Are there far-right extremist groups in your neighborhood?

large group of violent protestors at the capitol building
Rioters clash with police trying to enter Capitol building through the front doors in Washington, DC on January 6, 2021. Rioters broke windows and breached the Capitol building in an attempt to overthrow the results of the 2020 election. Police used buttons and tear gas grenades to eventually disperse the crowd. Rioters used metal bars and tear gas as well against the police. Photo by Lev Radin/Sipa via AP Images

The House select committee investigating the Jan. 6 attacks on Tuesday played testimony from key witnesses inside the Trump White House about the former president’s role in influencing the mob that stormed the U.S. Capitol to disrupt the electoral count. 

The hearing—which was the committee’s seventh—focused on the period of time between the end of the 2020 election and the Jan. 6 insurrection, when Trump and his allies, failing in their efforts to overturn the election results, began to organize and even direct the dangerous mob to march to the Capitol building and resist Congress’ counting of electoral votes. 

The lawmakers showed how Trump himself assembled the group of his supporters, which included disparate far-right extremist and militia elements, such as the Proud Boys and the Oath Keepers, as well as other white nationalists. Lawmakers also documented how the former president ignored his own advisers to entertain a plan concocted by a group of outsiders to use national security assets to seize voting machines in the wake of his loss. 

U.S. Rep. Jamie Raskin, of Maryland, said that a Trump tweet sent a month before the attack served as a call to action, saying that it “electrified and galvanized his supporters, especially the dangerous extremists in the Oath Keepers, the Proud Boys and other racist and white nationalist groups spoiling for a fight against the government.”

Max Abrahms, terrorism expert and professor of political science, poses for a portrait at Northeastern University. Photo by Matthew Modoono/Northeastern University

Indeed, much has been said about the Oath Keepers and Proud Boys in recent months. But beyond the infamous invasion of the U.S. Capitol, just how broad is the threat posed by far-right extremism? 

Far-right extremist groups have committed many violent attacks in the U.S., and are linked to 330 homicide incidents over the last 20 years, according to the Department of Homeland Security. There’s even some evidence, albeit more anecdotal, that far-right extremists have tried to recruit military personnel into their organizations. 

Many Democrats and Republicans alike denounced the Jan. 6 insurrection as an act of domestic terrorism.

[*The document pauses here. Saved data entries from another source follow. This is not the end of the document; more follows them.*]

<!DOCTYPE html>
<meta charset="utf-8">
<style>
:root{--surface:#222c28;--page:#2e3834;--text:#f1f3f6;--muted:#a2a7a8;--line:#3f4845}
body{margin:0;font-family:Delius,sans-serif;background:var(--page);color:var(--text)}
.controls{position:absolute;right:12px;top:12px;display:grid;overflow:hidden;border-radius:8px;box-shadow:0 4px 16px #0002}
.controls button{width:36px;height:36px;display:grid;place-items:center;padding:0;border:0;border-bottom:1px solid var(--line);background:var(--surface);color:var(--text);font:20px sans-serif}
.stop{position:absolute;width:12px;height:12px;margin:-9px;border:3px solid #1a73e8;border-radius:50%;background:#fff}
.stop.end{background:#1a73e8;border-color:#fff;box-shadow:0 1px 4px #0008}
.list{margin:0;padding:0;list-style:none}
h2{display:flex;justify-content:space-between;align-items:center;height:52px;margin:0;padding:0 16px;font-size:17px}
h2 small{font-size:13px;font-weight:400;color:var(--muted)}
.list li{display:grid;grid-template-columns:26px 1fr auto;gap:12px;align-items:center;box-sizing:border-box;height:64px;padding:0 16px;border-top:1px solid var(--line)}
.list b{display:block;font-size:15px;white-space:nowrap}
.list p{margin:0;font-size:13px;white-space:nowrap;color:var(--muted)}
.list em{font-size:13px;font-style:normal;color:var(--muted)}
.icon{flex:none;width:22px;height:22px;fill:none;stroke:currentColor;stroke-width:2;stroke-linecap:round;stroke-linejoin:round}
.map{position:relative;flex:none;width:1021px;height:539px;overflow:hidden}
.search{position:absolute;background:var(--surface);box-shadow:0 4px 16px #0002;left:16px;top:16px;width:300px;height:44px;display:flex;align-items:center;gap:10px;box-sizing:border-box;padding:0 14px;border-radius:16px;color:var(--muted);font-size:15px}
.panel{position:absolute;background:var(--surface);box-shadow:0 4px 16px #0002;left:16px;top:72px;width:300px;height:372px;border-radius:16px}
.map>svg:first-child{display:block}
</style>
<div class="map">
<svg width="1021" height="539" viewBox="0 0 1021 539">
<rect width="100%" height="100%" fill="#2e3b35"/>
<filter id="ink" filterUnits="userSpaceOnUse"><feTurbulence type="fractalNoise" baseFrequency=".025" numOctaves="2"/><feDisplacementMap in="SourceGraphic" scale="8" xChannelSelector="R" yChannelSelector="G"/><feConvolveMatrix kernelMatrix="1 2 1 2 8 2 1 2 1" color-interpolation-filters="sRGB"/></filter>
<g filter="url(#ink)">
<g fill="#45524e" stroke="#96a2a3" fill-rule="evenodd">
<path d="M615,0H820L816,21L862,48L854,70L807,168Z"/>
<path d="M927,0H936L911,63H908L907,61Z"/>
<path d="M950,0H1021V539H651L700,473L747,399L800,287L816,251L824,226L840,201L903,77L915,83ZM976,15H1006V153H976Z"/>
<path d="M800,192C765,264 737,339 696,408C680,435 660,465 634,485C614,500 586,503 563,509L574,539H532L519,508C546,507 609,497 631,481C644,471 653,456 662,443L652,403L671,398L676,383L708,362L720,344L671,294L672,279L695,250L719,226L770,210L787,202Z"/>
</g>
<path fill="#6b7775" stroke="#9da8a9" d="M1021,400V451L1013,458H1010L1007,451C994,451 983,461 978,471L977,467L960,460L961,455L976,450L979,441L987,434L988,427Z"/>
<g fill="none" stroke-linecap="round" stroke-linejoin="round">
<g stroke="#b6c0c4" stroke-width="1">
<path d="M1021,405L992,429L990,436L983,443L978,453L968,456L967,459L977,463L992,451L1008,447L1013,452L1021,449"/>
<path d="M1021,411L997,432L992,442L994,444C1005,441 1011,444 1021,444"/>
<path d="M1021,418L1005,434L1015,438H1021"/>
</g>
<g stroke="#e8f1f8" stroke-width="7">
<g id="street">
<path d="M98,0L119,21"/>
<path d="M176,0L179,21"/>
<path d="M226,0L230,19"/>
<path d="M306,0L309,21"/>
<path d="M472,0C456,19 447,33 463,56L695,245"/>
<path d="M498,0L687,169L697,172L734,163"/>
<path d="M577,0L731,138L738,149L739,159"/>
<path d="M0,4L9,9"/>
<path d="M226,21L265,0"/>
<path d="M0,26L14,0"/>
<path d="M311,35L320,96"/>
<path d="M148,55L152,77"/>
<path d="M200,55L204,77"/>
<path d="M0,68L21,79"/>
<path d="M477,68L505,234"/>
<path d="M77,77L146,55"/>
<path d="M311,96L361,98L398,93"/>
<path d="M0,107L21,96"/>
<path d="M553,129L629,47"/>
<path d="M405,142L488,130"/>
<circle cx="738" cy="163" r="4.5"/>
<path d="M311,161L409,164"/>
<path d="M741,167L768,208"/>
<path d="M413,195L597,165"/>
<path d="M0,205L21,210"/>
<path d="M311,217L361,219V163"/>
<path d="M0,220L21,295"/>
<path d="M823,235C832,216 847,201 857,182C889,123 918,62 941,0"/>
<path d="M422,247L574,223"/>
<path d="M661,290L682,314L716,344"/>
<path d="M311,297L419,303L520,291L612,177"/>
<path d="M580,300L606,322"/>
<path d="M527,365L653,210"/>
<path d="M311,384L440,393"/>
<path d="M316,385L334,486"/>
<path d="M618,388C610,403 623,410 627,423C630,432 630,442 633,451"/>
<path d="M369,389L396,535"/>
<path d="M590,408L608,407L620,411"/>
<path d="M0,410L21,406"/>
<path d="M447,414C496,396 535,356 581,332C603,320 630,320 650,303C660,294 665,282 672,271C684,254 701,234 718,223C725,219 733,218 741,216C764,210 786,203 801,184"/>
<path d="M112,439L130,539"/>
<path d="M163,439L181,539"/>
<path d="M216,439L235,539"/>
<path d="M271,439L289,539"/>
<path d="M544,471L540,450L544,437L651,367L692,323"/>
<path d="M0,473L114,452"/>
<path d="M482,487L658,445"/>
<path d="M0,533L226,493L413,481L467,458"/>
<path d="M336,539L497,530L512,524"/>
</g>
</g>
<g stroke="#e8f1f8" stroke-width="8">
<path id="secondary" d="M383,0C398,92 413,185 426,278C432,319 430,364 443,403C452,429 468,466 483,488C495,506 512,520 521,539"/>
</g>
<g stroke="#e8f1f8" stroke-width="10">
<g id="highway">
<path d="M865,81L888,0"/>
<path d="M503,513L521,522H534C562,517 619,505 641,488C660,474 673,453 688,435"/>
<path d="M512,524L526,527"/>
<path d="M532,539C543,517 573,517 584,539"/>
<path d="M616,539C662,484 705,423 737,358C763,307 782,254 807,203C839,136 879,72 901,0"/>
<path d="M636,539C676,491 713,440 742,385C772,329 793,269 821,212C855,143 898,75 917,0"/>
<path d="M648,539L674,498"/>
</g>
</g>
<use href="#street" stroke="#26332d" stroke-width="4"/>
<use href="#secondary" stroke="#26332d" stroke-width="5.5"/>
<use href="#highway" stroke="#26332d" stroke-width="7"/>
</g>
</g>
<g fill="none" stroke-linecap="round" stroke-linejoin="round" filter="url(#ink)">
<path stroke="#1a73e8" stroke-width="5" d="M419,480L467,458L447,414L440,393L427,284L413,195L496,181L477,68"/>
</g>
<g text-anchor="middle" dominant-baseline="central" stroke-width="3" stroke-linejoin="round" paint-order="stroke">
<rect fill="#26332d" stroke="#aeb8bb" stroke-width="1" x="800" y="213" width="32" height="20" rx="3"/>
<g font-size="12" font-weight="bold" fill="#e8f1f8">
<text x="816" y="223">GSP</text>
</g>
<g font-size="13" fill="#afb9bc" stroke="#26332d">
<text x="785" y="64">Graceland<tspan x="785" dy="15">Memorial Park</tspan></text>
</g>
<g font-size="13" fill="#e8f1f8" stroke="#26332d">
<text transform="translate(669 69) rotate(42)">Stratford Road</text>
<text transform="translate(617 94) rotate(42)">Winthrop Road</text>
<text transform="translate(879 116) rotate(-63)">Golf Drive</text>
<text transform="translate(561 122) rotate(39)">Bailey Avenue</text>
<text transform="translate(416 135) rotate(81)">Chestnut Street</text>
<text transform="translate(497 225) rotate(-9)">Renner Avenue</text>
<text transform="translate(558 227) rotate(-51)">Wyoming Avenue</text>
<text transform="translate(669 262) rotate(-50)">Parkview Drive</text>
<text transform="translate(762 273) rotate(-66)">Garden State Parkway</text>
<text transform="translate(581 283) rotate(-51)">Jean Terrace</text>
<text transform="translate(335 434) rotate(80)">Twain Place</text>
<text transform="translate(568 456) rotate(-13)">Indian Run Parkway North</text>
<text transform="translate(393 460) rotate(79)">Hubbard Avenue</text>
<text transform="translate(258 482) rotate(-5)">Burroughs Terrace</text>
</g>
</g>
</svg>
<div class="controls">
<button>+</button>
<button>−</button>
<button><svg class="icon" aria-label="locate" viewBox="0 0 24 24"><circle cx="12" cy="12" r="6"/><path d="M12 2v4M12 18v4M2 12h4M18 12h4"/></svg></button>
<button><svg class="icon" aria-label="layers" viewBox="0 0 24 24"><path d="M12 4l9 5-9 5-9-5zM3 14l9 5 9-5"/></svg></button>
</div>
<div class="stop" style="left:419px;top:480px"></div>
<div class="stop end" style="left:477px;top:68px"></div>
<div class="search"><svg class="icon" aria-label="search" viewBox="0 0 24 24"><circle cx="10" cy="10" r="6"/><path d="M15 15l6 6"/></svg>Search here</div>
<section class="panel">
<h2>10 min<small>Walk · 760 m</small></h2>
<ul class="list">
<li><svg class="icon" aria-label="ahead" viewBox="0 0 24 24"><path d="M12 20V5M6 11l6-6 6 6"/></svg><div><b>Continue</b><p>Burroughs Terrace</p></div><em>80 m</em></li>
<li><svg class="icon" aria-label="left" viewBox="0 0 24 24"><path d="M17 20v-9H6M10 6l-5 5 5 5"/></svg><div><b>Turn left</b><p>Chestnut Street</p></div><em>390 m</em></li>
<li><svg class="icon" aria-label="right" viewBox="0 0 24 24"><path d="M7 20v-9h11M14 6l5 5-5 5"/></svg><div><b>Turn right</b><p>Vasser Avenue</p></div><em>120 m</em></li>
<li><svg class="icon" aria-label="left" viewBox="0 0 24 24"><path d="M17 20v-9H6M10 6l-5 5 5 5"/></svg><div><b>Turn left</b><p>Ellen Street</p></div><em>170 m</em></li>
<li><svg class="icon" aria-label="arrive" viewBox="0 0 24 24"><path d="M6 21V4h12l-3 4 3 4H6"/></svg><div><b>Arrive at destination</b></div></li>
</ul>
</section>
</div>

“One could argue that some of the acts committed were acts of terrorism,” says Max Abrahms, associate professor of political science and an expert on terrorism and international security. 

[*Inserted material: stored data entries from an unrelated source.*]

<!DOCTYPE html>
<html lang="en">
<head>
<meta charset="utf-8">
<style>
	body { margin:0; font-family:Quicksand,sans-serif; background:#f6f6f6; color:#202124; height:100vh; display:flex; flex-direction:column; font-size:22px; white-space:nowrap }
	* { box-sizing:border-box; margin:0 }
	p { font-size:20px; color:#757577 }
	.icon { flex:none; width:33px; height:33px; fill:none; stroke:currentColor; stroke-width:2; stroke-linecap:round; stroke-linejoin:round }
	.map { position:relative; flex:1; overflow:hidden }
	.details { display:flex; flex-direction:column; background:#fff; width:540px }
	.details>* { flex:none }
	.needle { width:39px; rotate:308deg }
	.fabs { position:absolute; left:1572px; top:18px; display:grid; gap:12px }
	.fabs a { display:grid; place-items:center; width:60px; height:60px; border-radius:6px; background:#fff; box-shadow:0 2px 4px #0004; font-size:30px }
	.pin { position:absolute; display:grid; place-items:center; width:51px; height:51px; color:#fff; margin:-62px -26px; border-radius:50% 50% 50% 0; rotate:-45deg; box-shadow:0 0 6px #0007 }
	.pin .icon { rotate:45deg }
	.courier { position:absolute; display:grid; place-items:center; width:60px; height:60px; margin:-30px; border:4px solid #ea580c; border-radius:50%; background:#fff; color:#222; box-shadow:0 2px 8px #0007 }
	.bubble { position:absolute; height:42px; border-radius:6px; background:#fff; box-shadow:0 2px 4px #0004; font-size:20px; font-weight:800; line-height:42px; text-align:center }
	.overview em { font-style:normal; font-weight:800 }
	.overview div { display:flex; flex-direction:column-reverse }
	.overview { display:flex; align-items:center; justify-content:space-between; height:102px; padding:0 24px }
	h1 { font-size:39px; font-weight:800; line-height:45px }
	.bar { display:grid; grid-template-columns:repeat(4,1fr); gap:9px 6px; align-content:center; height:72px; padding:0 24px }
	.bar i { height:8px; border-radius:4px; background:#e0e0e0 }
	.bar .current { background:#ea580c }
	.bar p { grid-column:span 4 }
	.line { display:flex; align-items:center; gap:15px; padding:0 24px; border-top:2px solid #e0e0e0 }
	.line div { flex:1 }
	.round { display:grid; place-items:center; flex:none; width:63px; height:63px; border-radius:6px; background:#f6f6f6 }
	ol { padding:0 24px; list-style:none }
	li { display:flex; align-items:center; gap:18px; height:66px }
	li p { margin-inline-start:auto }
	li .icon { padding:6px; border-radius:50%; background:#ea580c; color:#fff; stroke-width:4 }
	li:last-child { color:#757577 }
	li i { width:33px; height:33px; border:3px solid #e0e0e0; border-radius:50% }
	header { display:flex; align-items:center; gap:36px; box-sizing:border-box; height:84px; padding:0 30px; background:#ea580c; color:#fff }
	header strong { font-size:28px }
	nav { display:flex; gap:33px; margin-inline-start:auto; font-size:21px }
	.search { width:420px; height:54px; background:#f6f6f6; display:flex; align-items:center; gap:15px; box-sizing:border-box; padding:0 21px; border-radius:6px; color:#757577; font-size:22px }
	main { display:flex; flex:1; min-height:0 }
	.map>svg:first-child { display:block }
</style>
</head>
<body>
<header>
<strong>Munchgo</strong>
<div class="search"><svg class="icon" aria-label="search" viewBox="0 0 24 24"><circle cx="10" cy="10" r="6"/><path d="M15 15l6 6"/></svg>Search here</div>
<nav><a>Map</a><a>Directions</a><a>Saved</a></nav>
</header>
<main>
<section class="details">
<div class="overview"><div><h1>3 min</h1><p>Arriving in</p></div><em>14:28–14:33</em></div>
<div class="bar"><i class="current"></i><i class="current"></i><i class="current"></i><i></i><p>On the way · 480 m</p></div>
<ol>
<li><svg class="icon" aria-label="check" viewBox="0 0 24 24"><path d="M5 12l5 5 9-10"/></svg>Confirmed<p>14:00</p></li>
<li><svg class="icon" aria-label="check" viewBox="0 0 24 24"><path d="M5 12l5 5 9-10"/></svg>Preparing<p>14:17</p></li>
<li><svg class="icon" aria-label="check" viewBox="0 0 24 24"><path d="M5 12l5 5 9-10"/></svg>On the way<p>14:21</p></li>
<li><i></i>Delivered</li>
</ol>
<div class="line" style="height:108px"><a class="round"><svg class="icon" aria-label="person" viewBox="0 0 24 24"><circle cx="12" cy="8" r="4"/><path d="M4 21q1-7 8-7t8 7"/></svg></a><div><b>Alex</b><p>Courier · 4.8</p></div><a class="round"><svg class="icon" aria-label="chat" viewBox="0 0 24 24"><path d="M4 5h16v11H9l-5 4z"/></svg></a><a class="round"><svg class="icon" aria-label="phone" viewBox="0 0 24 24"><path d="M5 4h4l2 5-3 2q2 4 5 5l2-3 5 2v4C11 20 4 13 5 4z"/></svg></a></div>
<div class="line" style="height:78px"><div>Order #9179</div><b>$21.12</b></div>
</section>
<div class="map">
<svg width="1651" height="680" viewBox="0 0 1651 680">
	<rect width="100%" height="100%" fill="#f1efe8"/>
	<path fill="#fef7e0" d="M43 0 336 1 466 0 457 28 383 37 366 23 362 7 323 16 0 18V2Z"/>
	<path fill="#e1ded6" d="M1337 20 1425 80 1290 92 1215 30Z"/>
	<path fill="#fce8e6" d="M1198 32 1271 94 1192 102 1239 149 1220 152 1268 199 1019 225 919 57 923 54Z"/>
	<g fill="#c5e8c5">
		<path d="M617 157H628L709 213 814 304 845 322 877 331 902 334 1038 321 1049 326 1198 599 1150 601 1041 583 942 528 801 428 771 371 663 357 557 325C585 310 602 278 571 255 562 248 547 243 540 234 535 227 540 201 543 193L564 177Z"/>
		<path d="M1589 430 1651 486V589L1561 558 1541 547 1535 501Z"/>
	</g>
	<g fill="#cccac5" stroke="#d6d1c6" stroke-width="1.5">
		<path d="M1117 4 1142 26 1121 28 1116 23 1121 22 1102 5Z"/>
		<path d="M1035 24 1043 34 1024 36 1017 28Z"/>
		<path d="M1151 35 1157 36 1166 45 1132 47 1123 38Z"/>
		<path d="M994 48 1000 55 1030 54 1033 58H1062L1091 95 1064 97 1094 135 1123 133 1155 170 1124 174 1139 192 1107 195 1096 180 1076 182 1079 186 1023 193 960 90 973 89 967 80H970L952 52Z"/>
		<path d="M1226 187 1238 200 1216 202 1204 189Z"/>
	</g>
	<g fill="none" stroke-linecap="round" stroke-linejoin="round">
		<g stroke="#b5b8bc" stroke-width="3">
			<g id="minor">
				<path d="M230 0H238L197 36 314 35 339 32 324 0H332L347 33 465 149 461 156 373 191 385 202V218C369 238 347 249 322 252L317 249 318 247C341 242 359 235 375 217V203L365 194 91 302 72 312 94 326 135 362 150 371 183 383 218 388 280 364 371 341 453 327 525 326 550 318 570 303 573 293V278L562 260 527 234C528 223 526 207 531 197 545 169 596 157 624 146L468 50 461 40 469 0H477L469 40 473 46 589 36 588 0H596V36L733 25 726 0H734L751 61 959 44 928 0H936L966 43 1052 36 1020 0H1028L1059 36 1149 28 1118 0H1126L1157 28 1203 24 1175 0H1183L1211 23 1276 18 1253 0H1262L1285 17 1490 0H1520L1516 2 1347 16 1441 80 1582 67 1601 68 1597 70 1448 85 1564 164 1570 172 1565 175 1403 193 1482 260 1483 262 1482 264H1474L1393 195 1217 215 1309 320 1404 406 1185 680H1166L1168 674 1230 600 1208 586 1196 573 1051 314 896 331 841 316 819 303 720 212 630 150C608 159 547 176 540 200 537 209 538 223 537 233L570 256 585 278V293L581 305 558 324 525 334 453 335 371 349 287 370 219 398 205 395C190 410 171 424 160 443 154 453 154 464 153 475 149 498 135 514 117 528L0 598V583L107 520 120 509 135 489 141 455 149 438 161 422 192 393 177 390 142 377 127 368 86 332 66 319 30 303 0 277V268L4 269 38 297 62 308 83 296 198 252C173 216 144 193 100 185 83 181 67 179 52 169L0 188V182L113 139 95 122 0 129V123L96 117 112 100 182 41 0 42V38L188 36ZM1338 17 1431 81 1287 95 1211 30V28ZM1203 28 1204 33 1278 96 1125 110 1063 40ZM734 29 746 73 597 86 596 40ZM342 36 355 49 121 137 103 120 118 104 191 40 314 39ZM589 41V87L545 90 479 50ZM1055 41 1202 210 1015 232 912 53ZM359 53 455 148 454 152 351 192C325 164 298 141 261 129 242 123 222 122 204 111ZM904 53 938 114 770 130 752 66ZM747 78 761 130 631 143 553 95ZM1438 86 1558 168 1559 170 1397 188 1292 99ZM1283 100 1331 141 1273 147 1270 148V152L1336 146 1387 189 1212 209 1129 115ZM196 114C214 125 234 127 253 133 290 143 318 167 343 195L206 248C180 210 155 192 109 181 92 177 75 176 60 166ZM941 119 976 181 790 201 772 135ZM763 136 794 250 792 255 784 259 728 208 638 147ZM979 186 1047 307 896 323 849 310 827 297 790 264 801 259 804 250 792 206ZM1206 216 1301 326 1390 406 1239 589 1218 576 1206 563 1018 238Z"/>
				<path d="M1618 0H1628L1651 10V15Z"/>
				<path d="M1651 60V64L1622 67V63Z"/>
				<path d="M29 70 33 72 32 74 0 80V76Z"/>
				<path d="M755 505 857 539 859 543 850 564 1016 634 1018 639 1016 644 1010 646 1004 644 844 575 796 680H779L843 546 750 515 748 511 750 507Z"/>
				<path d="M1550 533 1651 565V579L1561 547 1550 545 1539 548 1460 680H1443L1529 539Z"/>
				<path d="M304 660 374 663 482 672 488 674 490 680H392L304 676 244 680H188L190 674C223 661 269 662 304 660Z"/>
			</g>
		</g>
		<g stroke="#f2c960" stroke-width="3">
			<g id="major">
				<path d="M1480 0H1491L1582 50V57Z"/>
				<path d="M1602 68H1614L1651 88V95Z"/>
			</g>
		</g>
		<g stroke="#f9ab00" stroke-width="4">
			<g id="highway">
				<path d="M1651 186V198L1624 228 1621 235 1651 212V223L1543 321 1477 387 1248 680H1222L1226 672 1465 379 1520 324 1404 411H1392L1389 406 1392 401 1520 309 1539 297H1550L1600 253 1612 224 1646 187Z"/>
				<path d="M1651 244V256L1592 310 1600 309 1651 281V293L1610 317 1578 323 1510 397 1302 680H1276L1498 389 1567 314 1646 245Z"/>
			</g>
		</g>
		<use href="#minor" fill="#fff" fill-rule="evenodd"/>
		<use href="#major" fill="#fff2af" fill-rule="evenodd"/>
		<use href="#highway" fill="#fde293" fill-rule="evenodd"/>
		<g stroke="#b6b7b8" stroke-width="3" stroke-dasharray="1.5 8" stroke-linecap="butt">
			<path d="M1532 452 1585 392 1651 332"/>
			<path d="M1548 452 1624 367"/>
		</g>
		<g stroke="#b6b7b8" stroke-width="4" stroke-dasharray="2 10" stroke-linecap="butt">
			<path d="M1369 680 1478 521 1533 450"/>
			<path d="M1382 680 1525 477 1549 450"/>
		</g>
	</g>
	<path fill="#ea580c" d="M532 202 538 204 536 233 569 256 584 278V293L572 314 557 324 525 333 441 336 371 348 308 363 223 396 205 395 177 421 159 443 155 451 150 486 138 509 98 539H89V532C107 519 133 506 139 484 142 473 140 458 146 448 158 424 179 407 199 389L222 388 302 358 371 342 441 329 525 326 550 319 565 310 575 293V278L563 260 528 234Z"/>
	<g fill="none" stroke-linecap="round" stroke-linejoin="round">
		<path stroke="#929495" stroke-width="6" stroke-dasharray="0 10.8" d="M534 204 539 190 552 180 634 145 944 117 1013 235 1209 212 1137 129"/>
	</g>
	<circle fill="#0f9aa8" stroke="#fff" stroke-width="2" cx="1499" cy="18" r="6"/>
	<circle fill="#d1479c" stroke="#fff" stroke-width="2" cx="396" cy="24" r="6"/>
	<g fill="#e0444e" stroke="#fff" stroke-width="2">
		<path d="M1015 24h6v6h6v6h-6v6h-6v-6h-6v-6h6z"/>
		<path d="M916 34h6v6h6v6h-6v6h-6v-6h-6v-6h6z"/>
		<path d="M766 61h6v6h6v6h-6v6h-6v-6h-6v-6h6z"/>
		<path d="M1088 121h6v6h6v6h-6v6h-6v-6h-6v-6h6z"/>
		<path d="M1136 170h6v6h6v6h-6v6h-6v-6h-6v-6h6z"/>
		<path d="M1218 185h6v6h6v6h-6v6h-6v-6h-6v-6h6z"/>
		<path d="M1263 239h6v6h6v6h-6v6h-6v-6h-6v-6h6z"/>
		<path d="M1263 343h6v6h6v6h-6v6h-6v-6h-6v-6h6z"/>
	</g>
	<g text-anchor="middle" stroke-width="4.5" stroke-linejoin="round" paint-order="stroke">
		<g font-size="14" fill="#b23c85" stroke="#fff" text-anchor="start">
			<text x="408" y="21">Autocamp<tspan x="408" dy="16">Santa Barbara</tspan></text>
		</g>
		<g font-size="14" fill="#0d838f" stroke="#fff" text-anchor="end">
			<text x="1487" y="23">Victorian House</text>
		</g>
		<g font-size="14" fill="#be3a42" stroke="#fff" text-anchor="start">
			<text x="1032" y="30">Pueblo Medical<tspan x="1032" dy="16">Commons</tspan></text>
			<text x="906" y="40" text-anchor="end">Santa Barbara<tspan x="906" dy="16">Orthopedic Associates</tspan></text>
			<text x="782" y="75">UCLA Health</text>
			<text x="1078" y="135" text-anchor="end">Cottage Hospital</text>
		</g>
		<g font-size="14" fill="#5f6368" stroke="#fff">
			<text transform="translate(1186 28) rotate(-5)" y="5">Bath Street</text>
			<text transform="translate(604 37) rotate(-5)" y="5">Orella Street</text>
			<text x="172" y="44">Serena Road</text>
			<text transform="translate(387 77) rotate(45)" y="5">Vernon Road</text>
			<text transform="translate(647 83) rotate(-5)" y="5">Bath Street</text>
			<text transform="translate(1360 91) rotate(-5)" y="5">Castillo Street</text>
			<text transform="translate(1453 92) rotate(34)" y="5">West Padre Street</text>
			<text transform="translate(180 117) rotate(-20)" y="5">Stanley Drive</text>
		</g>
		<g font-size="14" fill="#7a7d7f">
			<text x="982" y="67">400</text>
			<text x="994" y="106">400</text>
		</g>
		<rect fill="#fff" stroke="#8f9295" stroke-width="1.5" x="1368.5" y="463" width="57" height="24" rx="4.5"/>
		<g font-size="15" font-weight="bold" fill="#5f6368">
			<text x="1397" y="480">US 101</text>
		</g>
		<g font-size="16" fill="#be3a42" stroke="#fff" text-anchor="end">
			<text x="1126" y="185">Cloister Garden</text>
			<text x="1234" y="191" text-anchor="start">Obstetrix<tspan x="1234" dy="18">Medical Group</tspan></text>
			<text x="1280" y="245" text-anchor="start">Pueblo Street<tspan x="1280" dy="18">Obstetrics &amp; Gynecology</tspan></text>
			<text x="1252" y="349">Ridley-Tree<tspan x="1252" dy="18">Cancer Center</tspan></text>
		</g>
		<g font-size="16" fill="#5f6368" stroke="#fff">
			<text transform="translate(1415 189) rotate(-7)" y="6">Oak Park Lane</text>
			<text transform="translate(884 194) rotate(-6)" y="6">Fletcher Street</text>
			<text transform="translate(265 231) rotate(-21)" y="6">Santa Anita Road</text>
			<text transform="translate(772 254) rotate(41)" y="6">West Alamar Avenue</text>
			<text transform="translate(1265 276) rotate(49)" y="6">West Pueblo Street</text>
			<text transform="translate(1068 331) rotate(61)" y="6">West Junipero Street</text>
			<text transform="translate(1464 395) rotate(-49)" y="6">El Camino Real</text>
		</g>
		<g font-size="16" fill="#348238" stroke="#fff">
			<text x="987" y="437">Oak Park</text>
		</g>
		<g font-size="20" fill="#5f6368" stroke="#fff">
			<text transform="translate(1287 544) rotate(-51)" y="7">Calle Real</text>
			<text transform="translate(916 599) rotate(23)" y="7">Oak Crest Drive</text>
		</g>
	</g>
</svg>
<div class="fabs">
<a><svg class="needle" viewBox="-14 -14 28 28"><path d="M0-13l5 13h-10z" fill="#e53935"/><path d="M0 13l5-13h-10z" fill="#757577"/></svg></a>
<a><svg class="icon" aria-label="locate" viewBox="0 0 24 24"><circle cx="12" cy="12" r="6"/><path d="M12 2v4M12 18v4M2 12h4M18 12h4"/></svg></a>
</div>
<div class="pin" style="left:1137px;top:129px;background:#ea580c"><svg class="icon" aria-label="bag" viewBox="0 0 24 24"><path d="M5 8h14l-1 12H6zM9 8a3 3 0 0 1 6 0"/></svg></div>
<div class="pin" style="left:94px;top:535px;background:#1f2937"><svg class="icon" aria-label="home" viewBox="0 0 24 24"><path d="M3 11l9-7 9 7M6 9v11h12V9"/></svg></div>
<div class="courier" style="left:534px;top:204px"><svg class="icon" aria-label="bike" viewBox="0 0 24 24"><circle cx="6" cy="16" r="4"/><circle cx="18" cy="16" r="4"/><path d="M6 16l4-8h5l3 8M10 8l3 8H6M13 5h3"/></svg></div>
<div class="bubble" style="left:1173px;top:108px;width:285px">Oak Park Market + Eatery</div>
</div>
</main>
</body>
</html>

Either way, the activities and tactics of right-wing extremist groups—broadly speaking—adhere closely to many academics’ definitions of terrorism, Abrahms says.  

“From 9/11 until Jan 6., the primary threat to the United States was seen to be coming from Jihadist terrorism,” Abrahms says. “I think that that has changed, particularly since Jan. 6, where the primary terrorism threat is now often, at least said to be, the far-right terrorism threat.”

A national survey of state law enforcement agencies in 2018 found that there was “significant concern about the activities of far-right extremist groups,” according to DHS. More states reported the presence of far-right militia groups (92%), neo-Nazis (89%), and racist skinheads (89%) within their constituencies and jurisdictions than Jihadi extremists (65%). 

Indeed, the majority of terrorist attacks and plots (57%) between 1994 and 2020 were perpetrated by “right-wing terrorists,” according to data compiled by the Center for Strategic and International Studies. Roughly 25% were committed by left-wing terrorists, 15% by religious terrorists, 3% by ethnonationalists and less than 1% by terrorists with other motives, the data shows. 

Abrahms says by continuing to document incidents of violence—by identifying perpetrators and fatalities—local, state and federal law enforcement officials can best assess the threat posed by violent extremists.  

“It’s certainly easier to quantify people’s actions than it is to quantify their thoughts,” Abrahms says.